Properly leveraging the cloud’s resilient infrastructure requires understanding key differences between “failures” and “disasters” because those differences affect the choice of provisions used for HA and DR protections. Failures are small in scale and short in duration, affecting a server, rack, or the power or cooling in a single datacenter. Disasters have more widespread and enduring impacts, and can affect multiple data centers in ways that preclude rapid recovery.

The most consequential effect involves the location of the redundant resources (systems, software and data), which can be local—on a Local Area Network—for recovering from a localized failure. However, the redundant resources needed to recover from a major disaster must extend over a Wide Area Network.

For database applications that require high transactional capacity, the ability to synchronously replicate the data from the active instance over the LAN ensures that the standby instance is "hot" and ready to take over instantly in the event of a failure. Such a rapid recovery should be the goal of all HA requirements

Data must be replicated asynchronously in DR configurations to prevent the latency inherent in the WAN from adversely impacting on the throughput performance in the active instance. This means that updates being made to the standby instance always lag behind updates being made to the active instance, making it “warm” and resulting in an unavoidable delay during the manual recovery process.

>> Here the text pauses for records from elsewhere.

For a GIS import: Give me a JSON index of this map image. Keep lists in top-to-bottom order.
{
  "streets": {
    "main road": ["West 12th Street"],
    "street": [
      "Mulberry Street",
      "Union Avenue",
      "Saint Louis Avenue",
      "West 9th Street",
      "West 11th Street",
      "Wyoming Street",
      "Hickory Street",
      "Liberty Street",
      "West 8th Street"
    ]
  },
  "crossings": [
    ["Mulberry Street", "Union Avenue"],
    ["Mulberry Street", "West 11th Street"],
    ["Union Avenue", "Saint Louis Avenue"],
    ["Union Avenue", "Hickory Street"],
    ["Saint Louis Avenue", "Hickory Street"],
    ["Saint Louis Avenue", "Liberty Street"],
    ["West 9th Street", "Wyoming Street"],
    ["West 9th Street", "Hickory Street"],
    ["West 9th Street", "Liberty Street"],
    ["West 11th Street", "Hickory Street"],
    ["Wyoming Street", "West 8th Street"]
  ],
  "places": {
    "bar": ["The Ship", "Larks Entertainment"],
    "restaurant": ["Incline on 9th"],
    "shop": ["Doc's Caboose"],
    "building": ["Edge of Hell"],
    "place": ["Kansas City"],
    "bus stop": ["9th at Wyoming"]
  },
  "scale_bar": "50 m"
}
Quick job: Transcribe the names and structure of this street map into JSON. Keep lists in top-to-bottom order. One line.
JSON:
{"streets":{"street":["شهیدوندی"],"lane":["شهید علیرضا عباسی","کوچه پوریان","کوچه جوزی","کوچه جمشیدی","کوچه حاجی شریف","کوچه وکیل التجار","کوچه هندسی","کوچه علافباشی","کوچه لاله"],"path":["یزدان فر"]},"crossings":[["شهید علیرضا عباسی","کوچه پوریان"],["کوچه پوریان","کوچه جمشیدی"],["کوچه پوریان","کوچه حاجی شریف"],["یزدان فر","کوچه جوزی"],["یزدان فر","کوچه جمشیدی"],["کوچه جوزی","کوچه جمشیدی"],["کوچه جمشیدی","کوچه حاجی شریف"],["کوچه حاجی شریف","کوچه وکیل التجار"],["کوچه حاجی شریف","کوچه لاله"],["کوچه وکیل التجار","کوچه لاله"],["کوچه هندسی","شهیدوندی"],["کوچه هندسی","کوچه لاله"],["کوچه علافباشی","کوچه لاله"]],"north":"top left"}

All three major CSPs accommodate these differences with redundancies both within and across datacenters. Of particular interest is the variously named “availability zone” that makes it possible to combine the synchronous replication available on a LAN with the geographical separation afforded by the WAN. These zones connect two or more regional data centers via a low-latency, high-throughput network to facilitate synchronous data replication. With latencies around one millisecond, the use of multi-zone configurations has become a best practice for HA.

For DR, all CSPs have offerings that span multiple regions to afford additional protection against major disasters that could affect multiple zones. For example, Google has what could be called DIY (Do-It-Yourself) DR guided by templates, cookbooks and other tools. Amazon and Microsoft have managed DRaaS (DR-as-a-Service) offerings: CloudEndure Disaster Recovery, and Azure Site Recovery respectively.

For all three CSPs it is important to note that data replication across regions must be asynchronous, so the recovery will need to be performed manually to ensure minimal or no data loss. 

However, the resulting delay in recovery is tolerable as disasters across the region are rare.

Making SQL Server “always on”

SQL Server offers two of its own HA/DR features: Always On Failover Cluster Instances and Always On Availability Groups. FCIs afford three notable advantages: inclusion in the less expensive Standard Edition; protection of the entire SQL Server instance; and support in all versions since SQL Server 7. A significant disadvantage is the need for a storage area network (SAN) or other form of shared storage, which is unavailable in the cloud. The lack of shared storage was addressed in Windows Server 2016 Datacenter Edition with the introduction of Storage Spaces Direct. But S2D also has limitations; most notably its inability to span availability zones.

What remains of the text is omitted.